> Data supplied:
◇ ◇ ◇ ◇ ◇
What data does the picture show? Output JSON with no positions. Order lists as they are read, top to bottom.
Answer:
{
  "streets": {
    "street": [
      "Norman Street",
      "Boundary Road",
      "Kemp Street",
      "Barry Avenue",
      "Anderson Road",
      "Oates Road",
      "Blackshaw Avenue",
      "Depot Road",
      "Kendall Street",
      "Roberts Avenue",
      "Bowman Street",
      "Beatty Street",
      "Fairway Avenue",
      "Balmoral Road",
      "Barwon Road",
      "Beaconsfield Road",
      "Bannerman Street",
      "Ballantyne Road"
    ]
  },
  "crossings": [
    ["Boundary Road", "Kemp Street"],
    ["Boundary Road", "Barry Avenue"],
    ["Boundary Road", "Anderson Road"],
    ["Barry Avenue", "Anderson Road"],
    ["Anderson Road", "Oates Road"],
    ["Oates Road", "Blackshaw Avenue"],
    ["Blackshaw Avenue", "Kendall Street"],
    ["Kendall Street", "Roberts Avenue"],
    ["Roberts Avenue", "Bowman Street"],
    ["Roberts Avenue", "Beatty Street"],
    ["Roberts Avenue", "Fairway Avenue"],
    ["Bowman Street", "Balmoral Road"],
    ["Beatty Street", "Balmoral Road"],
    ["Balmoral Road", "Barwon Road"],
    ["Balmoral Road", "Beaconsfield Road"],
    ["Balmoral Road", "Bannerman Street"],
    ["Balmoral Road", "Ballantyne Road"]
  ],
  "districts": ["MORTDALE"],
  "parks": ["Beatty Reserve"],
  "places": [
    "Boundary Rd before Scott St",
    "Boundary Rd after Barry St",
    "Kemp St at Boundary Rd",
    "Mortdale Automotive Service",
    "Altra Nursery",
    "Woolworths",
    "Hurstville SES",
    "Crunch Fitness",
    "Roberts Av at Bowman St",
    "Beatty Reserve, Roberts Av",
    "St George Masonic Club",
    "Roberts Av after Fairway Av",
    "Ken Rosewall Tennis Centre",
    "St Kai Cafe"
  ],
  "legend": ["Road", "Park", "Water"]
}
◇ ◇ ◇ ◇ ◇
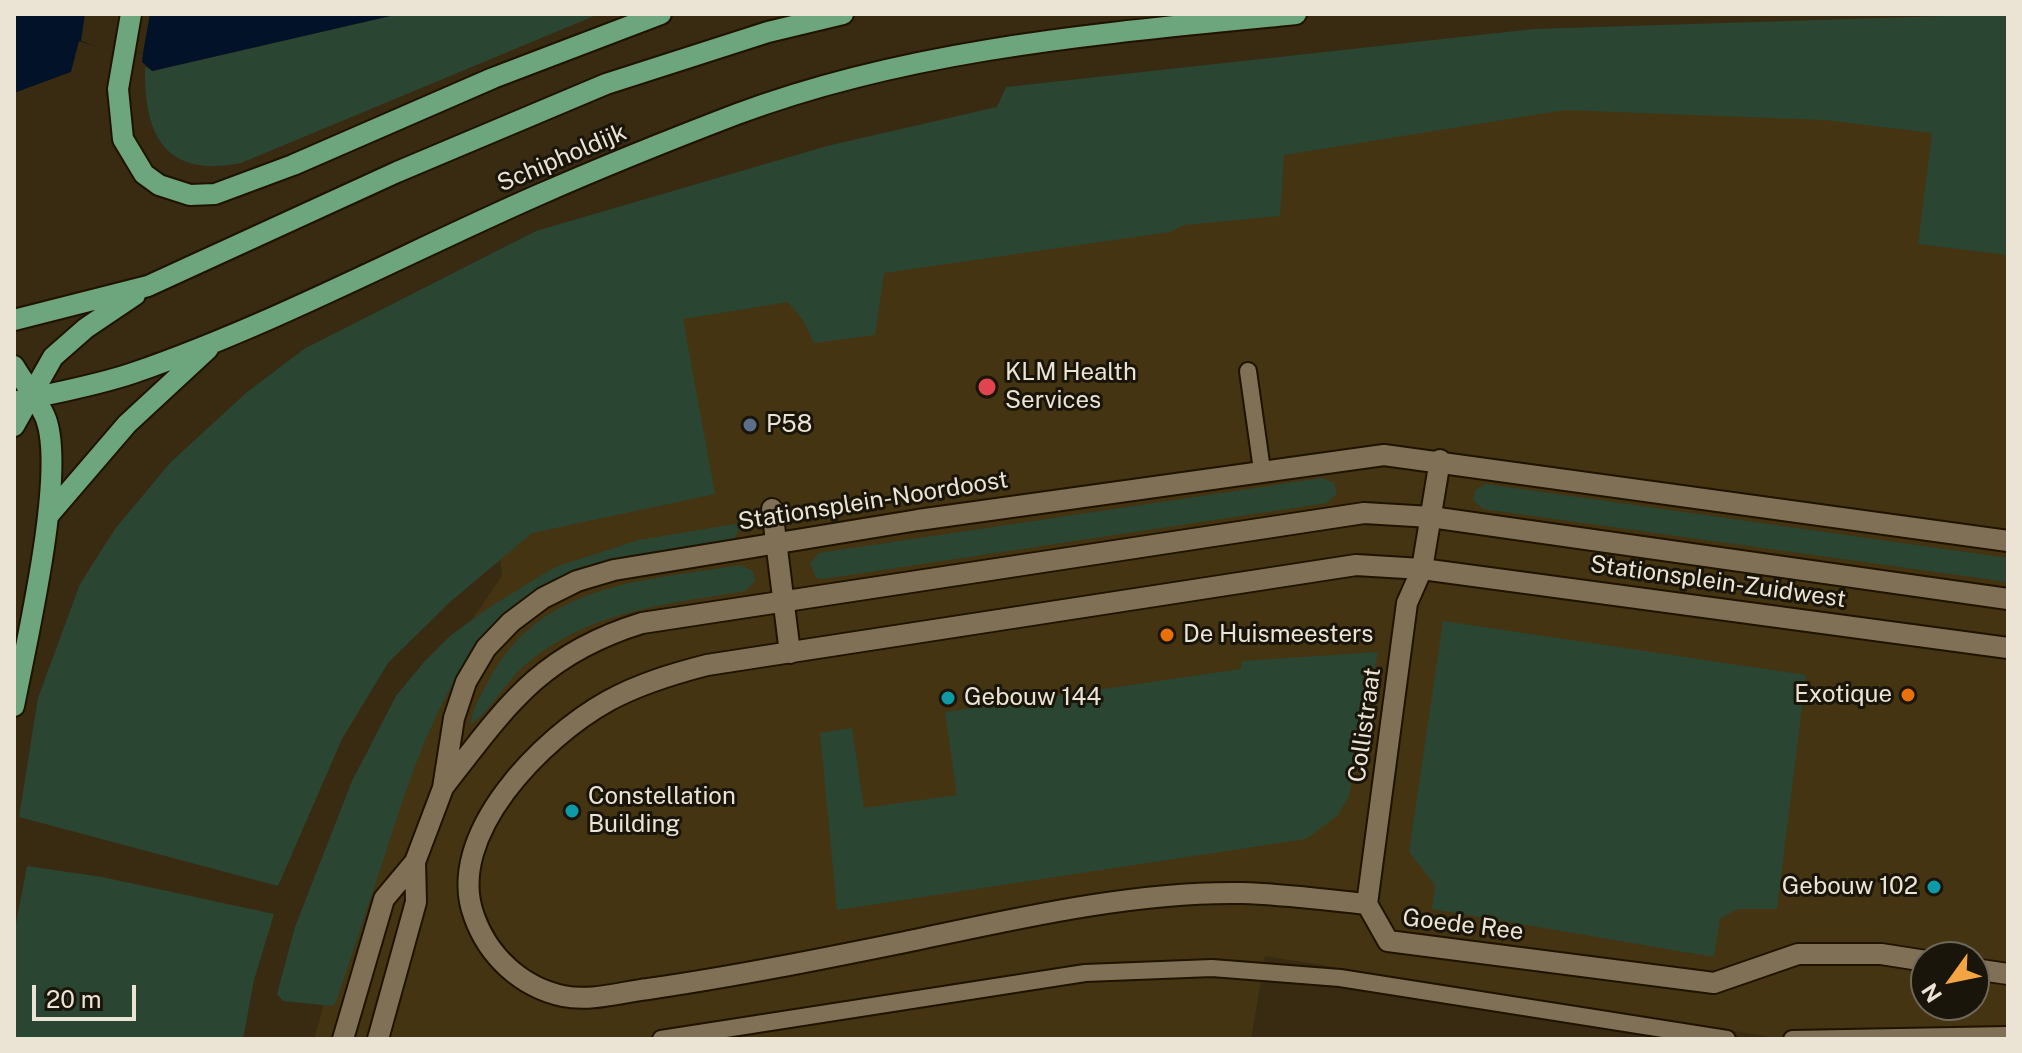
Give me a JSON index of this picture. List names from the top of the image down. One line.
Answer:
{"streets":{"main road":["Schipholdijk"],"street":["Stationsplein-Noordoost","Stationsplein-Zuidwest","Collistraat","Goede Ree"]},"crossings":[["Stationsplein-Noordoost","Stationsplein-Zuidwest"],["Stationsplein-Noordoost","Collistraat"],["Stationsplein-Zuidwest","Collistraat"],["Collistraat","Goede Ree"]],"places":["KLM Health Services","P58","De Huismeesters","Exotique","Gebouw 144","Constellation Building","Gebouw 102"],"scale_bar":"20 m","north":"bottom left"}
◇ ◇ ◇ ◇ ◇
Show, from the records above, every line that includes "picture".

What data does the picture show? Output JSON with no positions. Order lists as they are read, top to bottom.
Give me a JSON index of this picture. List names from the top of the image down. One line.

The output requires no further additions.